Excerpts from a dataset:
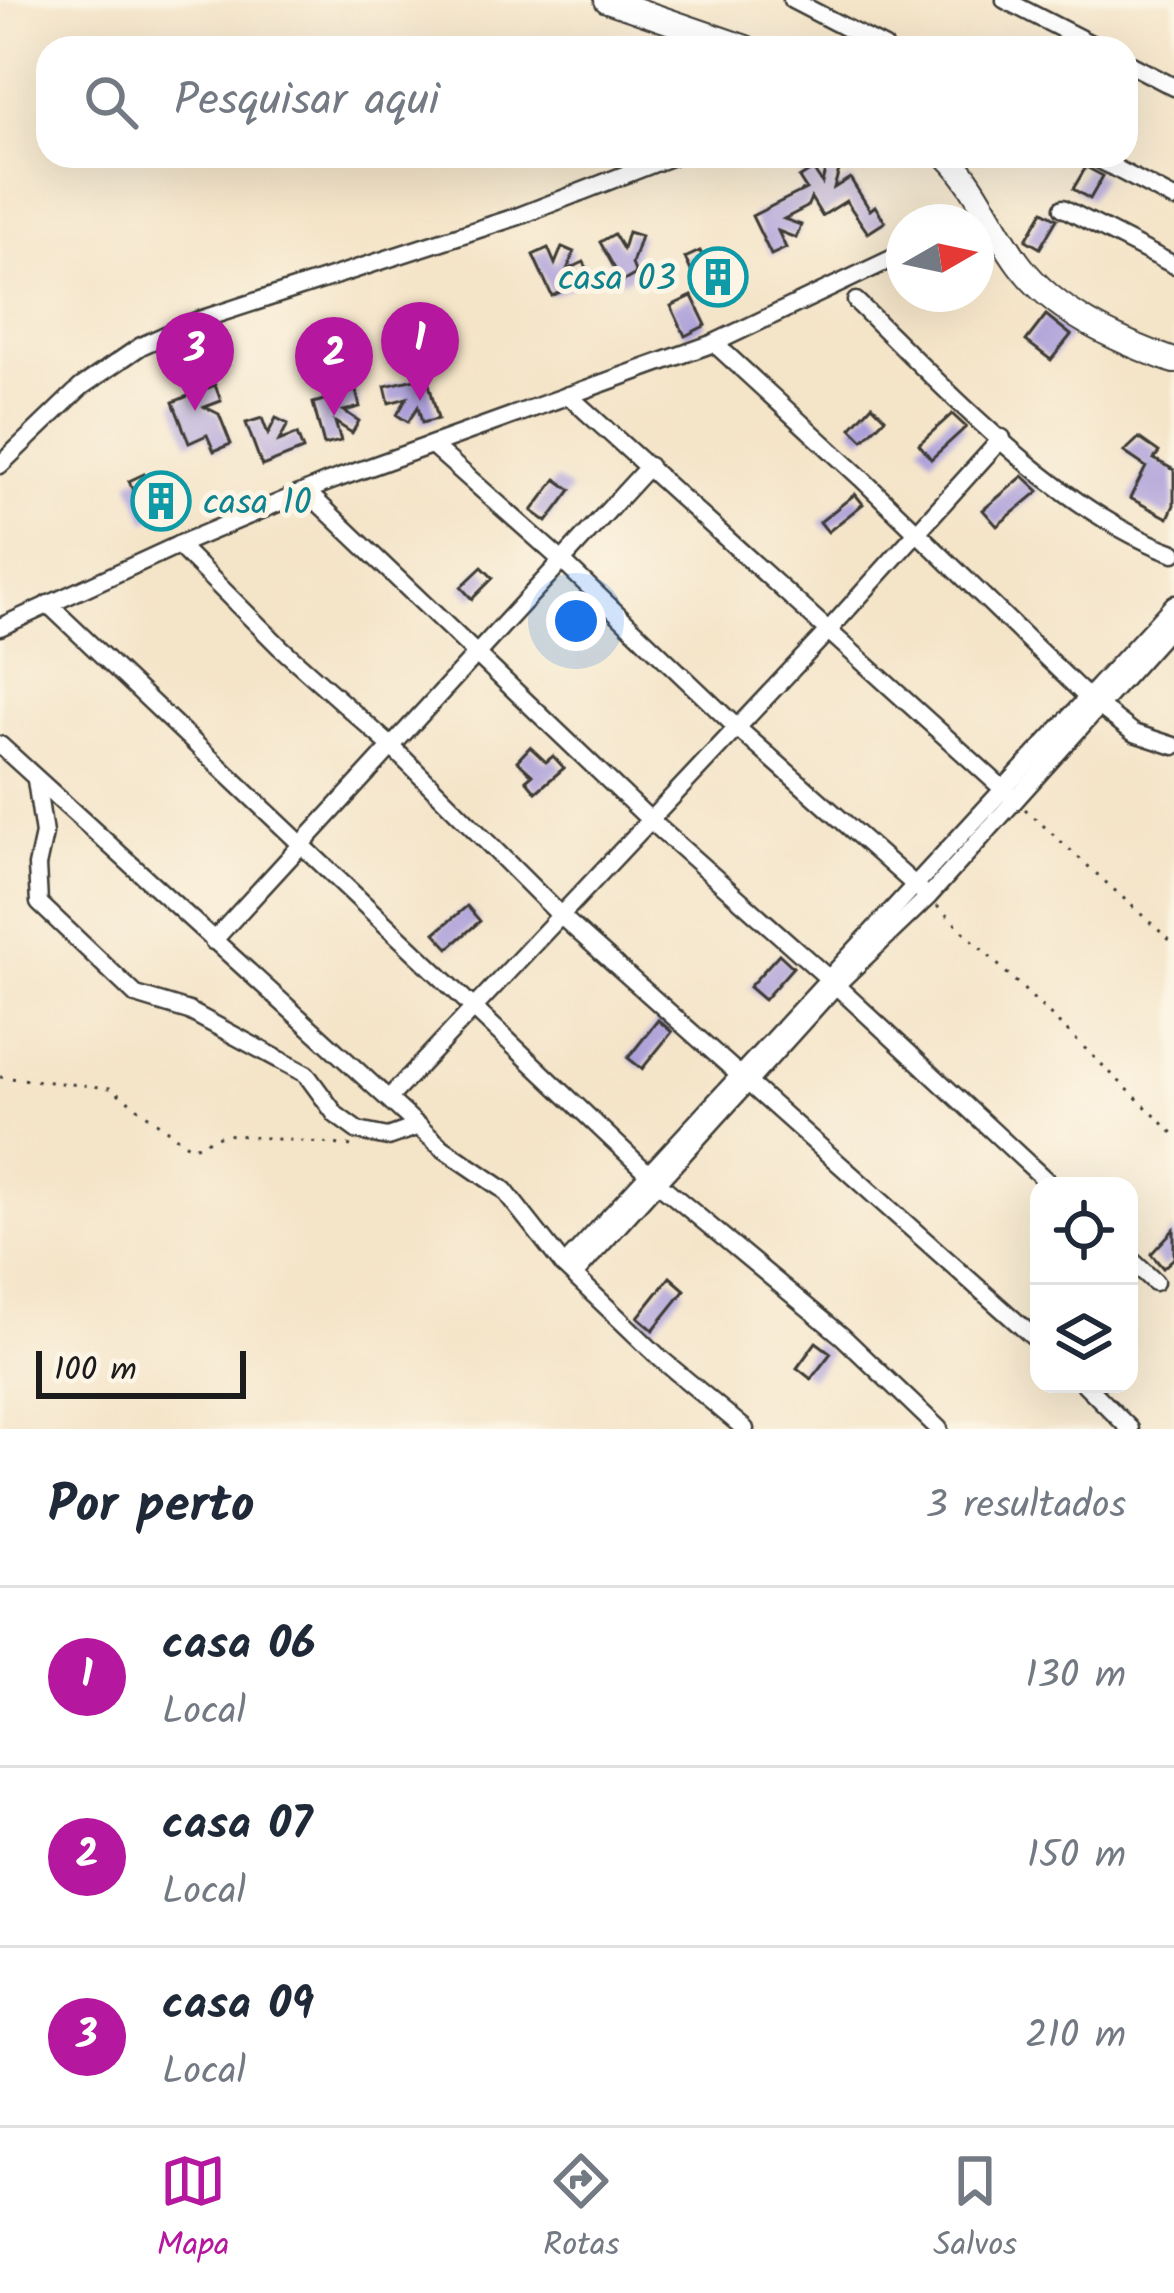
<!DOCTYPE html>
<html lang="pt">
<head>
<meta charset="utf-8">
<style>
  body { margin:0; font-family:Kalam,sans-serif; background:#f2f2f3; color:#1f2937 }
  .controls { position:absolute; right:36px; bottom:36px; display:grid; overflow:hidden; border-radius:24px; box-shadow:0 12px 48px #0002 }
  .controls button { width:108px; height:108px; display:grid; place-items:center; padding:0; border:0; border-bottom:3px solid #e0e1e3; background:#fff; color:#1f2937; font:60px sans-serif }
  .compass { position:absolute; left:886px; top:204px; width:108px; height:108px; border-radius:50%; background:#fff; box-shadow:0 12px 48px #0002; rotate:81deg }
  .scale { position:absolute; left:36px; bottom:30px; width:210px; box-sizing:border-box; padding-left:12px; border:6px solid #1c1c1c; border-top:0; font-size:33px; line-height:42px; white-space:nowrap; color:#1c1c1c; -webkit-text-stroke:9px #fcf5e5; paint-order:stroke }
  .you { position:absolute; left:576px; top:621px; width:42px; height:42px; margin:-30px; border:9px solid #fff; border-radius:50%; background:#1a73e8; box-shadow:0 0 0 18px #1a73e833 }
  .badge { display:grid; place-items:center; width:78px; height:78px; border-radius:50%; background:#b5179e; color:#fff; font-size:39px; font-weight:700 }
  .pin { position:absolute; translate:-50% -99px; filter:drop-shadow(0 3px 6px #0008) }
  .pin::after { content:''; position:absolute; top:63px; width:42px; height:36px; background:inherit; clip-path:polygon(0 0,100% 0,50% 100%) }
  .list { margin:0; padding:0; list-style:none }
  h2 { display:flex; justify-content:space-between; align-items:center; height:156px; margin:0; padding:0 48px; font-size:51px }
  h2 small { font-size:39px; font-weight:400; color:#747a83 }
  .list li { display:grid; grid-template-columns:78px 1fr auto; gap:36px; align-items:center; box-sizing:border-box; height:180px; padding:0 48px; border-top:3px solid #e0e1e3 }
  .list b { display:block; font-size:45px; white-space:nowrap }
  .list p { margin:0; font-size:39px; white-space:nowrap; color:#747a83 }
  .list em { font-size:39px; font-style:normal; color:#747a83 }
  .icon { flex:none; width:66px; height:66px; fill:none; stroke:currentColor; stroke-width:2; stroke-linecap:round; stroke-linejoin:round }
  .map { position:relative; flex:none; width:1174px; height:1429px; overflow:hidden }
  .search { position:absolute; background:#fff; box-shadow:0 12px 48px #0002; left:36px; right:36px; top:36px; height:132px; display:flex; align-items:center; gap:30px; box-sizing:border-box; padding:0 42px; border-radius:36px; color:#747a83; font-size:45px }
  .sheet { height:696px; background:#fff }
  nav { display:flex; justify-content:space-around; align-items:center; box-sizing:border-box; height:168px; border-top:3px solid #e0e1e3; background:#fff; font-size:33px; color:#747a83 }
  nav a { display:grid; justify-items:center; gap:6px }
  nav .on { color:#b5179e }
  .map>svg:first-child { display:block }
</style>
</head>
<body>
<div class="map">
<svg width="1174" height="1429" viewBox="0 0 1174 1429">
  <rect width="100%" height="100%" fill="#fcf5e5"/>
  <filter id="ink" filterUnits="userSpaceOnUse"><feTurbulence type="fractalNoise" baseFrequency=".00833" numOctaves="2"/><feDisplacementMap in="SourceGraphic" scale="24" xChannelSelector="R" yChannelSelector="G"/><feConvolveMatrix kernelMatrix="1 2 1 2 8 2 1 2 1" color-interpolation-filters="sRGB"/></filter>
  <filter id="wash" filterUnits="userSpaceOnUse"><feTurbulence type="fractalNoise" baseFrequency=".004" numOctaves="4" result="noise"/><feDisplacementMap in="SourceGraphic" scale="48" xChannelSelector="R" yChannelSelector="G"/><feGaussianBlur stdDeviation="2.7" result="paint"/><feColorMatrix in="noise" values="0 0 0 0 0 0 0 0 0 0 0 0 0 0 0 0 0 1.4 0 .05"/><feComposite in="paint" operator="in"/></filter>
  <g filter="url(#wash)">
    <rect width="100%" height="100%" fill="#f4e4c8"/>
    <g id="blocks">
      <g fill="#a99cd9">
        <path d="M826 166 839 170 834 188 850 178 870 210 875 206 885 222 868 233 846 201 822 216 811 198 807 207 784 219 801 225 796 238 778 231 786 248 771 255 752 216 806 189 799 178 813 169 822 183Z"/>
        <path d="M1086 167 1103 176 1090 199 1073 189Z"/>
        <path d="M1043 211 1057 219 1040 248 1026 240Z"/>
        <path d="M628 232 641 236 632 264 636 274 622 282 600 242 614 234 623 249Z"/>
        <path d="M562 247 574 252 567 270 584 262 591 277 552 296 533 255 548 248 555 264Z"/>
        <path d="M715 250 727 255 720 273 737 266 744 281 704 299 685 258 700 251 708 267Z"/>
        <path d="M692 296 706 325 685 336 671 306Z"/>
        <path d="M1046 315 1071 335 1051 360 1026 341Z"/>
        <path d="M427 376 438 419 422 423 418 407 408 422 397 415 407 398 389 403 385 386Z"/>
        <path d="M215 385 221 401 205 407 219 414 231 444 214 451 207 435 189 443 173 402Z"/>
        <path d="M356 391 360 407 344 411 359 421 352 433 335 422 341 441 324 445 313 403Z"/>
        <path d="M872 405 885 418 863 440 851 428Z"/>
        <path d="M952 414 966 427 931 459 919 444Z"/>
        <path d="M262 418 268 434 276 418 288 424 279 441 297 434 303 450 262 466 246 423Z"/>
        <path d="M1139 438 1159 452 1154 459 1174 470V505L1168 518 1130 498 1146 467 1124 452Z"/>
        <path d="M158 473 170 479 162 497 180 489 186 505 146 522 129 481 144 474 150 490Z"/>
        <path d="M1023 476 1039 491 997 526 983 510Z"/>
        <path d="M556 479 571 490 547 522 532 511Z"/>
        <path d="M855 494 863 504 828 532 820 522Z"/>
        <path d="M482 567 493 578 472 599 461 587Z"/>
        <path d="M530 747 546 762 553 756 564 768 536 792 526 780 532 775 517 761Z"/>
        <path d="M467 906 480 921 449 948 435 933Z"/>
        <path d="M779 954 793 967 764 1000 749 987Z"/>
        <path d="M658 1020 672 1032 642 1069 628 1058Z"/>
        <path d="M1174 1229V1258L1163 1268 1151 1254Z"/>
        <path d="M670 1277 685 1290 653 1330 638 1317Z"/>
        <path d="M816 1342 831 1353 811 1379 797 1368Z"/>
      </g>
    </g>
  </g>
  <g filter="url(#ink)">
    <use href="#blocks" fill-opacity="0" stroke="#3c3a36" stroke-width="3"/>
    <g fill="none" stroke-linecap="round" stroke-linejoin="round">
      <defs>
        <g id="minor">
          <path d="M792 0 885 48"/>
          <path d="M1005 0 1099 48"/>
          <path d="M1126 62 1174 87"/>
          <path d="M1092 156 1174 199"/>
          <path d="M1063 208 1174 265"/>
          <path d="M856 301C943 386 1058 512 1174 553"/>
          <path d="M714 343 861 478 1087 697 1134 733 1174 746"/>
          <path d="M568 395 1012 797"/>
          <path d="M433 446 560 559 735 726 925 894"/>
          <path d="M0 465 81 387 141 346 196 321 519 216 673 156"/>
          <path d="M307 492 649 819 828 978 1052 1186"/>
          <path d="M178 545 280 647 391 746 561 916 1039 1342"/>
          <path d="M48 604 658 1183 842 1336 939 1429"/>
          <path d="M0 627 178 545 328 482 714 343 904 253"/>
          <path d="M0 745 441 1147 504 1190 564 1266 661 1359 745 1429"/>
          <path d="M36 780 44 834 37 866 39 903 136 995 189 1011 306 1074 336 1115 358 1131 388 1137 419 1126"/>
          <path d="M213 941 649 466"/>
          <path d="M390 1097 827 632 1002 438"/>
          <path d="M1129 1258 1155 1282"/>
          <path d="M564 1266 1174 604"/>
          <path d="M574 1275 836 985 928 897 1174 623"/>
          <path d="M1085 1384 1130 1429"/>
        </g>
        <g id="secondary">
          <path d="M607 0 746 48"/>
          <path d="M947 156C978 187 993 229 1019 264 1055 313 1118 341 1174 361"/>
        </g>
      </defs>
      <use href="#minor" stroke="#3c3a36" stroke-width="21"/>
      <use href="#secondary" stroke="#3c3a36" stroke-width="28"/>
      <g stroke="#3c3a36" stroke-width="3" stroke-dasharray="3 9" stroke-linecap="butt">
        <path d="M1025 809 1174 944"/>
        <path d="M937 906 1174 1134"/>
        <path d="M0 1077 111 1088 191 1148 224 1134 353 1146"/>
      </g>
      <use href="#minor" stroke="#fff" stroke-width="16"/>
      <use href="#secondary" stroke="#fff" stroke-width="24"/>
    </g>
  </g>
  <defs>
    <symbol id="building-ring" viewBox="-11 -11 22 22"><circle r="9.5" fill="#fcf5e5" stroke="#0f9aa8" stroke-width="1.5"/><path d="M-4-6H4V6H1V3H-1V6H-4ZM-2.5-4.3h1.7v1.8h-1.7ZM.8-4.3h1.7v1.8H.8ZM-2.5-1h1.7V.8h-1.7ZM.8-1h1.7V.8H.8Z" fill="#0f9aa8"/></symbol>
  </defs>
  <g fill-rule="evenodd">
    <use href="#building-ring" x="685" y="244" width="66" height="66"/>
    <use href="#building-ring" x="128" y="468" width="66" height="66"/>
  </g>
  <g text-anchor="middle" stroke-width="10" stroke-linejoin="round" paint-order="stroke">
    <g font-size="36" fill="#0d838f" stroke="#fcf5e5" text-anchor="end">
      <text x="676" y="290">casa 03</text>
      <text x="203" y="514" text-anchor="start">casa 10</text>
    </g>
  </g>
</svg>
<div class="controls">
<button><svg class="icon" aria-label="locate" viewBox="0 0 24 24"><circle cx="12" cy="12" r="6"/><path d="M12 2v4M12 18v4M2 12h4M18 12h4"/></svg></button>
<button><svg class="icon" aria-label="layers" viewBox="0 0 24 24"><path d="M12 4l9 5-9 5-9-5zM3 14l9 5 9-5"/></svg></button>
</div>
<svg class="compass" viewBox="-18 -18 36 36"><path d="M0-13l5 13h-10z" fill="#e53935"/><path d="M0 13l5-13h-10z" fill="#747a83"/></svg>
<div class="scale">100 m</div>
<div class="you"></div>
<div class="pin badge" style="left:420px;top:401px">1</div>
<div class="pin badge" style="left:334px;top:416px">2</div>
<div class="pin badge" style="left:195px;top:411px">3</div>
<div class="search"><svg class="icon" aria-label="search" viewBox="0 0 24 24"><circle cx="10" cy="10" r="6"/><path d="M15 15l6 6"/></svg>Pesquisar aqui</div>
</div>
<section class="sheet">
<h2>Por perto<small>3 resultados</small></h2>
<ul class="list">
<li><span class="badge">1</span><div><b>casa 06</b><p>Local</p></div><em>130 m</em></li>
<li><span class="badge">2</span><div><b>casa 07</b><p>Local</p></div><em>150 m</em></li>
<li><span class="badge">3</span><div><b>casa 09</b><p>Local</p></div><em>210 m</em></li>
</ul>
</section>
<nav>
<a class="on"><svg class="icon" aria-label="map" viewBox="0 0 24 24"><path d="M3 6l6-2 6 2 6-2v14l-6 2-6-2-6 2zM9 4v14M15 6v14"/></svg>Mapa</a>
<a><svg class="icon" aria-label="directions" viewBox="0 0 24 24"><path d="M12 3l9 9-9 9-9-9zM9 14v-3h6M13 9l2 2-2 2"/></svg>Rotas</a>
<a><svg class="icon" aria-label="saved" viewBox="0 0 24 24"><path d="M7 4h10v16l-5-4-5 4z"/></svg>Salvos</a>
</nav>
</body>
</html>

_Problem to work on_
The number alone, please: how many lines in the data contain the string "anchor"?

_Task output_
3